Infine si deve ricordare che le terre asciutte, periferiche rispetto ai centri statali e spesso oggetto di confronto internazionale, sono sempre più interessate da progetti regionali tendenti alla loro integrazione nei sistemi territoriali nazionali, progetti che rispondono alle esigenze dei centri e non ai caratteri ecologici dell'aridità. Sedentarizzazione dei nomadi, irrigidimento delle maglie agricole, grandi operazioni irrigue rientrano in queste categorie d'intervento, con effetti diversi e complessi sulla intensità e modalità di sfruttamento degli ecosistemi, come si osserva in molte regioni asciutte sottosviluppate.
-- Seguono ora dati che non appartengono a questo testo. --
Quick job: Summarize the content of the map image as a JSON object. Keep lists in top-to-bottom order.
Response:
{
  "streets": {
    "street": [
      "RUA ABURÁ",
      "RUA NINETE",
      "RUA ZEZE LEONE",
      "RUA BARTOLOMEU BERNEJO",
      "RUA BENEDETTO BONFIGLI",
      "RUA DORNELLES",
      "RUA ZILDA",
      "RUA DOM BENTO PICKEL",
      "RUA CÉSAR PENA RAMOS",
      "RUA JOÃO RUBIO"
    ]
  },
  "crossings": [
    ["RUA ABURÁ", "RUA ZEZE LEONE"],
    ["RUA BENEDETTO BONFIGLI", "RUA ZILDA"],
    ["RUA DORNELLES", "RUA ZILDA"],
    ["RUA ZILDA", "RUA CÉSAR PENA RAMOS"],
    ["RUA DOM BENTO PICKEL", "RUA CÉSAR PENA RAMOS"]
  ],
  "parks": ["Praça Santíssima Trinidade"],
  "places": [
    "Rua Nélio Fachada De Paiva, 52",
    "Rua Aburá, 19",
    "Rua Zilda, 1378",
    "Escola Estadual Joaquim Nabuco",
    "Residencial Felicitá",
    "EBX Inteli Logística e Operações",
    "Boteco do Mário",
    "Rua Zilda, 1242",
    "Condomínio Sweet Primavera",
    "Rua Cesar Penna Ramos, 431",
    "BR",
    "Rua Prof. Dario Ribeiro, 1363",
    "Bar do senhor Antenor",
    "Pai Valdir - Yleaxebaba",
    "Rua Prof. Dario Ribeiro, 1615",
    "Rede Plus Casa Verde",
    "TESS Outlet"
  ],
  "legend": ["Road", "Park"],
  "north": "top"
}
Molto ardua risulta ogni valutazione dell'estensione della d., per la complessità e l'eterogeneità dei processi coinvolti e delle manifestazioni del problema; a titolo indicativo la FAO al convegno di Nairobi del 1977 indicava in oltre 37,6 milioni di km2 (25% delle terre emerse) la superficie esposta, in misura diversa, al rischio di d.; una quantificazione successiva, realizzata nel 1984 dall'UNEP, fa ammontare a 20 milioni di km2 e a 280 milioni di individui la superficie e la popolazione rurale colpita.
V. anche aridità, in questa Appendice.
Bibl.: H. Mensching, F. Ibrahim, The problems of desertification in and around arid lands, in Applied science and development, 10 (1977), pp. 7-43; United Nations Conference on Desertification, Desertification: its causes and consequences, Oxford 1977; W. Meckelein, Desertification in extremely arid environments, in Stuttgart geographical studies, 95 (1980); L. Heathcote, The arid lands: their use and abuse, Londra 1983.